The fact that he came home most every night of his life to eat with his wife and children is the story of legends. The risks he took. The fact that often times he arrived home by collapsing on the living-room rug smelling faintly of noxious oxide and chlorophyll , maybe a smidgen of Brazilian Tree Frog. Once, with a gaping stomach wound, he made it only to the back patio where his legs buckled and he had to use his forehead to knock on the patio doors, for his hands were occupied in holding in his guts.

“Daddy’s home!” his children screamed upon seeing him out there bleeding on the patio bricks. “Did you bring us anything?” they asked as they went to work ripping up sheets, loading the stapler, preparing the bathtub. “Of course,” he would always answer. For he always brought them something. His wife smiled and shook her head in that patient, knowing way of wives, then shooed the boys out of the bathroom. They would know to open the backdoor, for the helicopter was undoubtedly on the way. It always was.

These things happened to FogRunner, and every time his children and his wife forgave him. For they knew the score even if they didn’t know who he worked for; or his real name; or why, more often than not, he had to be set in the bathtub filling with his blood until a crew of mysterious and unsmiling men with short haircuts arrived by soundless helicopter to stitch him up, remove a bullet or two, take knives out of his chest, and all before they would let him sit down to dinner with his wife and kids—which he insisted on, always.

Some nights, needless to say, they would eat dinner quite late. But always, always, always, the children went to school the next morning for FogRunner believed strongly in education. Both boys were fluent in Mandarin by the time they were ten.

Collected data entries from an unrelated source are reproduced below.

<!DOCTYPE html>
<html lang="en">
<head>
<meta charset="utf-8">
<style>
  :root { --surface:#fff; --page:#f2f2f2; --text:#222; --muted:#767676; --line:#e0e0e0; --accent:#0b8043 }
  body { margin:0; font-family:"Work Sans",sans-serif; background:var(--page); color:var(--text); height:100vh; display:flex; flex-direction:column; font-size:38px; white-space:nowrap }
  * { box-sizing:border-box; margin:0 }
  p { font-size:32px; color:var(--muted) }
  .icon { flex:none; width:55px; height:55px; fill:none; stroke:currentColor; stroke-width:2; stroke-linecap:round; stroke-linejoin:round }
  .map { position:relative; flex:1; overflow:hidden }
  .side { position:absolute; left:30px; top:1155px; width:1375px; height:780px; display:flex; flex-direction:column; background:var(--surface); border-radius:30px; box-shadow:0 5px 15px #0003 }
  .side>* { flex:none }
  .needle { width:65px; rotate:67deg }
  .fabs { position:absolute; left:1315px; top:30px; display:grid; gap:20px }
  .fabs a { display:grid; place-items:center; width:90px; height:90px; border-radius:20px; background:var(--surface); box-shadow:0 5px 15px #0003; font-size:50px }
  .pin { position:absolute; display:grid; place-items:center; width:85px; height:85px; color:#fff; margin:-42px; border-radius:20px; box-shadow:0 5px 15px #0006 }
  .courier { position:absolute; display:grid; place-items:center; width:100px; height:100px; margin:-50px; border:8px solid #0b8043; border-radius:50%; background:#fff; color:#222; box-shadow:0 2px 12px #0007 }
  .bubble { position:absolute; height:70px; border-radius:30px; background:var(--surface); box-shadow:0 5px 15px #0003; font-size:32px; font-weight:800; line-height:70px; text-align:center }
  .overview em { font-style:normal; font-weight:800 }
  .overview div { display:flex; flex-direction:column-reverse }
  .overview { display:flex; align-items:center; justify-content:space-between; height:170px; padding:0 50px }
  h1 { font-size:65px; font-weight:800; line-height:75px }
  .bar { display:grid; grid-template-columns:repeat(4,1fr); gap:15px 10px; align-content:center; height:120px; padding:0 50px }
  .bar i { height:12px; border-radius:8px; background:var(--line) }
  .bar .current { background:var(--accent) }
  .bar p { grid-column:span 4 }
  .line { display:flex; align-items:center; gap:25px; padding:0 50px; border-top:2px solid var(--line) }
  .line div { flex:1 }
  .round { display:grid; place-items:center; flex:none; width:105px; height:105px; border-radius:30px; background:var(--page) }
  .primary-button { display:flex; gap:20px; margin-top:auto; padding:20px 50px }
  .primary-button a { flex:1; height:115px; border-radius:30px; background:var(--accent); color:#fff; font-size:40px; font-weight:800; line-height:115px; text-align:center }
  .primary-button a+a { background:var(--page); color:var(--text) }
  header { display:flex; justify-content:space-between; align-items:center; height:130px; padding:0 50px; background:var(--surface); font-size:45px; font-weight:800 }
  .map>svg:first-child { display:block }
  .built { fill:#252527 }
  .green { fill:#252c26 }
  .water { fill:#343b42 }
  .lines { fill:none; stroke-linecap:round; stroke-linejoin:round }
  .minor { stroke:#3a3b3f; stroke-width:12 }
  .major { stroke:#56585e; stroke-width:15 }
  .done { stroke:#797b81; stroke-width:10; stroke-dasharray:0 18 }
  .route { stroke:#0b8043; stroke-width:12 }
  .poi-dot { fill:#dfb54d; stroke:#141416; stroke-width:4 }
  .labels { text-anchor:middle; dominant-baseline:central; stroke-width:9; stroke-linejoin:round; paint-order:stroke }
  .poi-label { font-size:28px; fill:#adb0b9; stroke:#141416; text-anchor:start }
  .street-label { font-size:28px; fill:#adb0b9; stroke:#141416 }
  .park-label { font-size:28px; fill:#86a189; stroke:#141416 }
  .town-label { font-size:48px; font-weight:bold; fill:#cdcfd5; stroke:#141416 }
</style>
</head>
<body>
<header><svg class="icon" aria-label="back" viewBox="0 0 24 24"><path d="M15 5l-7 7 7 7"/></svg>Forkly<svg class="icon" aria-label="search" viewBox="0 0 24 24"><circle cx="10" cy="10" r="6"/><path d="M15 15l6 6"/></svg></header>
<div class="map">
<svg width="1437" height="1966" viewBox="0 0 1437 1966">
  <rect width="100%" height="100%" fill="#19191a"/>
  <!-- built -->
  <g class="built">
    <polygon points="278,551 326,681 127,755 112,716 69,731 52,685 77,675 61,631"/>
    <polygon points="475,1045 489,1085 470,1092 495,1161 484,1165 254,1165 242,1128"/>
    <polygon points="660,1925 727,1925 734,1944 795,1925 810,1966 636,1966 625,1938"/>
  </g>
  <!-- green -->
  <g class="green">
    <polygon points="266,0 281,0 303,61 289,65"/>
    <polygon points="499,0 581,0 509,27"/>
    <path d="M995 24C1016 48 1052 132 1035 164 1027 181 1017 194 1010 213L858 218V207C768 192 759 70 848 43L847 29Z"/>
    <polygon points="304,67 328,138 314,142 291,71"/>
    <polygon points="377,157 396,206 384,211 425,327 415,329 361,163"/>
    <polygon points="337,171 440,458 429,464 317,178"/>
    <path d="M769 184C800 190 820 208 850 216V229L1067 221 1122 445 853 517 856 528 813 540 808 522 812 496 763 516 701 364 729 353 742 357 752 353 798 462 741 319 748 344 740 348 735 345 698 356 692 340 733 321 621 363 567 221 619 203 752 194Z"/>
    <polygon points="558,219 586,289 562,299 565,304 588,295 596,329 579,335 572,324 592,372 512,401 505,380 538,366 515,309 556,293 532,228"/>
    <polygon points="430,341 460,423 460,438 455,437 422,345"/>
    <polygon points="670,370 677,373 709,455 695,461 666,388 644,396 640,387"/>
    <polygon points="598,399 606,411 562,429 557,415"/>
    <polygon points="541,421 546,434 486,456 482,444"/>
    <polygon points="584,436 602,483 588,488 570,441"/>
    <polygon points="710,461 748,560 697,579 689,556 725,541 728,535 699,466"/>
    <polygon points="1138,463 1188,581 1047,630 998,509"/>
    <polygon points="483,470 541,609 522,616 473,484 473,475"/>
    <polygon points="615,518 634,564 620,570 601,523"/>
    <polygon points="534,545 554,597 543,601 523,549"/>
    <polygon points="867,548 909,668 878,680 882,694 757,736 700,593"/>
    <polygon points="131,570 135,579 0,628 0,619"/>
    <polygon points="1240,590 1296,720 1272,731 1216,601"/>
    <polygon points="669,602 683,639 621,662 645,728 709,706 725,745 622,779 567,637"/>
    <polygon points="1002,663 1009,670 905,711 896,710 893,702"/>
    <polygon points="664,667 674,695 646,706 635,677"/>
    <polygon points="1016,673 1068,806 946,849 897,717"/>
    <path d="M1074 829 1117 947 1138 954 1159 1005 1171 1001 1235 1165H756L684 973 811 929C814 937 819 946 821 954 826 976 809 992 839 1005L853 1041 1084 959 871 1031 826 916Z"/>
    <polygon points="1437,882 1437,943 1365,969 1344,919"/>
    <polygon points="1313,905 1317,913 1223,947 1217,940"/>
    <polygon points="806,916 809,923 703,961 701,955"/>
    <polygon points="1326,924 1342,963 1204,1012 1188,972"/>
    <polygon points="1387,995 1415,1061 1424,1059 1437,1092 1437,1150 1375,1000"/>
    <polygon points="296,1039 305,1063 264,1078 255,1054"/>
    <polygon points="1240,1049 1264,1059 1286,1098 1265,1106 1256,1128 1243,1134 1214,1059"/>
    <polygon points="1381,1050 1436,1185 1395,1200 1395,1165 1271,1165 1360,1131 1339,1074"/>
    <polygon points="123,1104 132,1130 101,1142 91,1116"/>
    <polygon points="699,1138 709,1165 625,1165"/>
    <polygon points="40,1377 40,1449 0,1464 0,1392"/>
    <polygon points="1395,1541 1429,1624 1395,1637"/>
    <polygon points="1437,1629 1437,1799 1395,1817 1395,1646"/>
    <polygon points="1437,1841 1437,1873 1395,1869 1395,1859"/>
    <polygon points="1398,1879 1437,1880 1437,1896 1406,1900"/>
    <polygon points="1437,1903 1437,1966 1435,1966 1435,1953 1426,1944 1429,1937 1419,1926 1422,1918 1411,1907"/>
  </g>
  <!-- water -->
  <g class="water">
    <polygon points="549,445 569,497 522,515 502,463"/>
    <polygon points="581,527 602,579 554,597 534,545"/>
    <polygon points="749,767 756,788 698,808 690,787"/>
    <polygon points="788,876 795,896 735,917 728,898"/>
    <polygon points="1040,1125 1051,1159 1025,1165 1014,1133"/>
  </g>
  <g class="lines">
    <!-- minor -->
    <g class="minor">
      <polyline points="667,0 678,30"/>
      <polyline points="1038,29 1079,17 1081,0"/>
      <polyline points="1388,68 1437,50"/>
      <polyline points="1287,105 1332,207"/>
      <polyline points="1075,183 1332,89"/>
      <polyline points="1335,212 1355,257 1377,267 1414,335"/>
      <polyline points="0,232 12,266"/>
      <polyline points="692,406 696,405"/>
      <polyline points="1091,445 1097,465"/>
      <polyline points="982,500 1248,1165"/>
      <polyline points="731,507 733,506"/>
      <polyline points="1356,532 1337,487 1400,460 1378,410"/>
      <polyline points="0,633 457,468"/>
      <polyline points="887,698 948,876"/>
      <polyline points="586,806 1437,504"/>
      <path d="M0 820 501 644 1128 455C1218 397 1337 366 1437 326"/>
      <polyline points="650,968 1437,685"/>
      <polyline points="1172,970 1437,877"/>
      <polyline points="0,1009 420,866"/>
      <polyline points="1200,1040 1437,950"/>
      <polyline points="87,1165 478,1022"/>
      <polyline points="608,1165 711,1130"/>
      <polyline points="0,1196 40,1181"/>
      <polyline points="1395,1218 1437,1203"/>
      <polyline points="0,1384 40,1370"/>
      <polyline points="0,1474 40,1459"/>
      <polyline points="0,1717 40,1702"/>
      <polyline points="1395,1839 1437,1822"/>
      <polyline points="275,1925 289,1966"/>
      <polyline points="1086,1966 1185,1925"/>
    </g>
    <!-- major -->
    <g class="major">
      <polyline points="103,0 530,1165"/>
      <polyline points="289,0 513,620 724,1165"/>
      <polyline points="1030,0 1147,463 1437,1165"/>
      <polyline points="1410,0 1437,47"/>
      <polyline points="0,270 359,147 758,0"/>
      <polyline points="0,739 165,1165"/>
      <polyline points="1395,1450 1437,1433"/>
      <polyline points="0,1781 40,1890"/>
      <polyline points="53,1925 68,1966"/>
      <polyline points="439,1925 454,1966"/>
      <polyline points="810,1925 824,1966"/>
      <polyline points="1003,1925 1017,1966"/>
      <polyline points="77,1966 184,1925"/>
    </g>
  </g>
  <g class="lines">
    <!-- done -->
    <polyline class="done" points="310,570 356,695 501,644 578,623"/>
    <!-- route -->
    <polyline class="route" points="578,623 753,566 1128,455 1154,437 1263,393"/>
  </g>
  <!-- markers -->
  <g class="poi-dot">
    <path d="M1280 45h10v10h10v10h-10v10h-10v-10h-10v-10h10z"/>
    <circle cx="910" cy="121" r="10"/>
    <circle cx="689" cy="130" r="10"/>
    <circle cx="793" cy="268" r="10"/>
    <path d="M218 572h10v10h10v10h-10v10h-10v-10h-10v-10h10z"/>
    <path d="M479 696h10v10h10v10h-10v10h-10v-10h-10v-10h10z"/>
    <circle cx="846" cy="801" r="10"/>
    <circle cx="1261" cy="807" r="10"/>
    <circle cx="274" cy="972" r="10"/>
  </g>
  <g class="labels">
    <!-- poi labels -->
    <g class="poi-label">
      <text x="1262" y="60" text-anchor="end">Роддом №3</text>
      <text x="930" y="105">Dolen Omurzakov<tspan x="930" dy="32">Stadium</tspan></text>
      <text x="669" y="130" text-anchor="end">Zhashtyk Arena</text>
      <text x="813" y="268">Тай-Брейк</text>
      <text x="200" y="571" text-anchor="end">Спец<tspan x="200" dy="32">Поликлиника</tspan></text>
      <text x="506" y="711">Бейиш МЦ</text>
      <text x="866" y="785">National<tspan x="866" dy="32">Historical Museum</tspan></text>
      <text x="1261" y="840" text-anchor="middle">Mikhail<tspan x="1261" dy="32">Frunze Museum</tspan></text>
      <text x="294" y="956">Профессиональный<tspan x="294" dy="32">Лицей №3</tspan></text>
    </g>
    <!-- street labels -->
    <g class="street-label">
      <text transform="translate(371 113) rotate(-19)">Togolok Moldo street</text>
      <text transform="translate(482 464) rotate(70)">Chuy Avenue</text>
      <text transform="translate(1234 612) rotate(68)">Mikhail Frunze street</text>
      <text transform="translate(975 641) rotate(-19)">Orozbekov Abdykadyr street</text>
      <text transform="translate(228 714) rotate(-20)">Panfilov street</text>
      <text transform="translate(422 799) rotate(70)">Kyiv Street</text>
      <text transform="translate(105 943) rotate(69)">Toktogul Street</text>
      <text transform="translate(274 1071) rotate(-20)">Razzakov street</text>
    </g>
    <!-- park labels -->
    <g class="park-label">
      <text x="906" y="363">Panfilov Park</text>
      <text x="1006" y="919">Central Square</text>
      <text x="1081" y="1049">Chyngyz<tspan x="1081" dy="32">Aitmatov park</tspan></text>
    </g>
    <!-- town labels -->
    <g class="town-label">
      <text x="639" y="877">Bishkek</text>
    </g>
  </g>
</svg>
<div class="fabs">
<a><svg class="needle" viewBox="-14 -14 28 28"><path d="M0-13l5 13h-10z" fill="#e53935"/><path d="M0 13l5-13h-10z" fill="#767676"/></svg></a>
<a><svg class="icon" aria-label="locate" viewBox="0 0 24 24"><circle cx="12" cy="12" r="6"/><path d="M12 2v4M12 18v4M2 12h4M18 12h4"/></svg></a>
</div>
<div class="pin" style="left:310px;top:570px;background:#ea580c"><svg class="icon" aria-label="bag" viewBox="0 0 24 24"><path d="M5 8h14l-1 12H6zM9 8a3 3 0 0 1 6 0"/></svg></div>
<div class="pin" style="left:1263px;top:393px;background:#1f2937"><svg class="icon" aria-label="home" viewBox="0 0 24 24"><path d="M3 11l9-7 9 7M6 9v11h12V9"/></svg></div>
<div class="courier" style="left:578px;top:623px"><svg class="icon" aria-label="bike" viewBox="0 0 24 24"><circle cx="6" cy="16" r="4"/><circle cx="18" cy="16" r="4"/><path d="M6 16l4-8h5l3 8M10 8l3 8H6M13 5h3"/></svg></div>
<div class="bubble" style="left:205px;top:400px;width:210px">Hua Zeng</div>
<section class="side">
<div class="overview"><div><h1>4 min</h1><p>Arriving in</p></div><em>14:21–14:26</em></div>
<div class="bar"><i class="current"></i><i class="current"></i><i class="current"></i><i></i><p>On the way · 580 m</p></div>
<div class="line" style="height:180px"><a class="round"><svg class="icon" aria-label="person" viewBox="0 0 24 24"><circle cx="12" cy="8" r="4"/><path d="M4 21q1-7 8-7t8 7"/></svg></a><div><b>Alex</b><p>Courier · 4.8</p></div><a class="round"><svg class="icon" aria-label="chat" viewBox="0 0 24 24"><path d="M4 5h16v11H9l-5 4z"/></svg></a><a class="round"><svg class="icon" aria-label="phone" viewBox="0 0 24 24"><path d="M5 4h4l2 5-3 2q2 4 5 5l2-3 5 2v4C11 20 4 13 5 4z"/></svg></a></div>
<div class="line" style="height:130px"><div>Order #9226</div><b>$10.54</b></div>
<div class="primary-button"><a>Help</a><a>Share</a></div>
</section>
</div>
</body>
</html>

FogRunner loved his family more than life itself, and as I explained before, he would never miss dinner with them. On this night, February 14, Valentine’s Day, his flight back from Prague was late, so he was late. He was to meet “Gloria” at her favorite restaurant in the small town I won’t name at 21:30. A romantic dinner for just the two of them. He didn’t have time to check for explosives in his rental car at the airport. He just got in and turned the key and held his breath for thirty seconds. When the car didn’t turn into a fireball he drove it out of the Hertz parking lot and gunned it down the 405 until he was out in the desert.

He was dressed in his white dinner coat by the time he pulled off the interstate.

He checked his watch—it was 21:34 as he pulled into the restaurant parking lot.

Jimmy came up to the car as he got out. “Where’s the Lamborghini, Mr. F?”

“In the shop as always, Jimmy.”

Jimmy smiled the knowing, patient smile of all car parking boys who knew a large tip was in their future. And with that, FogRunner entered through the front door to spot his elegantly dressed wife grinning at him with relief from between two flickering candles at the corner table.

“Did you bring me something?” she asked as he kissed her offered cheek.

“Of course, my dear,” he answered. He gave her a wink and his martini arrived. The two very much in love people sat close together and clinked glasses. It was going to be a quiet night for once, and the FogRunners seemed gratefully resigned to it.